The twin social forces of law and literacy unite in the expression of power, but there was also a third force, one that has in a sense come to stand at the very heart of the popular image of the Vikings: mobility. The peoples of Viking-Age Scandinavia were often on the move, first as individuals and collectives, and ultimately as nations. They travelled over roads and rivers, and on the ice during winter months, but they especially journeyed by sea. The Viking ship, that most clichéd of images, really was one of the primary expressions of their power and the tool of its success.
In exploring these disparate elements in the performance of power, we come closer to the Vikings and their society to understand where they came from, where they were going, and in particular, why and how.
In the aftermath of crisis, and the years of the dust veil with its attendant traumas, the emergence and rapid rise of power structures based on militarised elites has been well established. This included the creation of ‘hall culture’ built up around rulers and their retinues, and the infrastructure that maintained them. In varying forms, this model of social hierarchy—essentially a pyramid of sorts—would continue into the Viking Age, although the size, shape, and territories of the polities would change.
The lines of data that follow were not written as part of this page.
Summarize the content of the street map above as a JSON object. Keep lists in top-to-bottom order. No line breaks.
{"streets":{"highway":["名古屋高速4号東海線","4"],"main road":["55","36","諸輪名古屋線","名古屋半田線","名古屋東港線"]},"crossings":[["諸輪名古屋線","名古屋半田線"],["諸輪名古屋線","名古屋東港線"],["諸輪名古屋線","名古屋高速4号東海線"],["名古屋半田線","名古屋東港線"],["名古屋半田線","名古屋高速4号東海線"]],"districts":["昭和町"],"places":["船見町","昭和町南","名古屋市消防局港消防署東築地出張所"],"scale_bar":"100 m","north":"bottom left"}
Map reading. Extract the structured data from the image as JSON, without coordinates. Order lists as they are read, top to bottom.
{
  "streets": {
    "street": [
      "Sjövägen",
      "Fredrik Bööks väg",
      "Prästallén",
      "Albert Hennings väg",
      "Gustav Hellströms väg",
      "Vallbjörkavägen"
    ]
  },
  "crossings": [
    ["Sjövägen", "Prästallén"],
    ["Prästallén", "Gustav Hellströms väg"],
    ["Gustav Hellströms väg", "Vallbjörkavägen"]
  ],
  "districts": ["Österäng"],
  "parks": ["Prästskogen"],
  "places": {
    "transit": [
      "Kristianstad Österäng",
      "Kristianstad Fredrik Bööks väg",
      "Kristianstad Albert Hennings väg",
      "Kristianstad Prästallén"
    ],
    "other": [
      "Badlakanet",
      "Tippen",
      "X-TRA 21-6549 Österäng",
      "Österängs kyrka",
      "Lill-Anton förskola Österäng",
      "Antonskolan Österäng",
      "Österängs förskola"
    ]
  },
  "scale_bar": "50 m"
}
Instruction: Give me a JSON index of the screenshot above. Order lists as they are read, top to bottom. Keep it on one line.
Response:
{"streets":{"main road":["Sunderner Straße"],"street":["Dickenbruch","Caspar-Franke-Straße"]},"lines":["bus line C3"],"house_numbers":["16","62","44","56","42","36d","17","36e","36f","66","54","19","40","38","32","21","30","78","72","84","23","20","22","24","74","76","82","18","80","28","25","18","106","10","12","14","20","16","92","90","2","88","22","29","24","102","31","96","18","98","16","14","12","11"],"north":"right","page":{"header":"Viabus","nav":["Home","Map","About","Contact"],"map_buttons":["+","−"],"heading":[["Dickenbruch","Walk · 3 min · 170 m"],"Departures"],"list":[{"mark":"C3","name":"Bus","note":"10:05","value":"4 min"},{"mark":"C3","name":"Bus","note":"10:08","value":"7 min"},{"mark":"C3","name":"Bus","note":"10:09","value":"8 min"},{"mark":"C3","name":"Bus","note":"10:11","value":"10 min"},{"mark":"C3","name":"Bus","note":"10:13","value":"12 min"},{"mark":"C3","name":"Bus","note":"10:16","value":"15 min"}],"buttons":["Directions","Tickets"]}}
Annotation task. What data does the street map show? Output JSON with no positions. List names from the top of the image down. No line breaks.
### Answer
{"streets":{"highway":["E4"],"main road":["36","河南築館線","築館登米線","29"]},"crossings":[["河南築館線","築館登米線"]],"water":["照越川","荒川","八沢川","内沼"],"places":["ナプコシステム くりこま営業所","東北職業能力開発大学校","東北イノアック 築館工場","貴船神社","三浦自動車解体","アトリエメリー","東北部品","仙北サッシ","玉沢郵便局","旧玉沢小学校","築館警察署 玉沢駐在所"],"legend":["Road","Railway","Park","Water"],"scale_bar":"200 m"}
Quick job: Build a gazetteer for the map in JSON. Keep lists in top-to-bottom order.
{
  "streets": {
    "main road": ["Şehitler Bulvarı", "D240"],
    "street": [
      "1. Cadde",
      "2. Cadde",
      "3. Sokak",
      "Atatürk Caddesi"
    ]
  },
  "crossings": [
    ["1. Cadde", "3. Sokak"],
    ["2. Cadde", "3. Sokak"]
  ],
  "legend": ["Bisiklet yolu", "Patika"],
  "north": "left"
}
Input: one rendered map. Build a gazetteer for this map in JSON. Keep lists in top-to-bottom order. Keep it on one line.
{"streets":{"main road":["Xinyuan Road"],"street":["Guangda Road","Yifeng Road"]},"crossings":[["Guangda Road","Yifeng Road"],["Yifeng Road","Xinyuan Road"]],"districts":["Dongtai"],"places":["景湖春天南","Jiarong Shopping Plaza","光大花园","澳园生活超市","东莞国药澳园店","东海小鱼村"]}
However, behind these warlords and their petty kingdoms, and the social ladder on which they tried to rise, were the continuities of political life that had been part of Scandinavian culture for centuries. This was the so-called thing (Old Norse þing), a regular gathering of elected representatives in whom was vested the practical exercise of power at a local level. With roots going back into the prehistoric past at least as early as the Roman Iron Age, the assemblies brought together free men of arms-bearing age to speak on behalf of their communities, resolve issues of mutual concern, and adjudicate in legal disputes. Although varying in precise form by region, the assemblies operated at multiple levels, addressing greater matters of business according to the social and geographical seniority of the thing.
In Norway, where the phenomenon has been most closely investigated through archaeological and documentary survey, some thirty or so thing sites are known from the first millennium CE. Some are inland, but most cluster along the coast in the areas of densest settlement. Within these, there were apparently three levels of assemblies: the shire (fylki), half-shire, and quarter-shire. This tripartite division can also be traced in other parts of Scandinavia, even in quite different contexts; for example, the early third-century ‘Norwegian’ military force, whose weapons and equipment were sacrificed at Illerup Ådal in Denmark after a defeated invasion, appears to have been clearly divided into three levels of rank—perhaps corresponding with the same social division found in the thing sites.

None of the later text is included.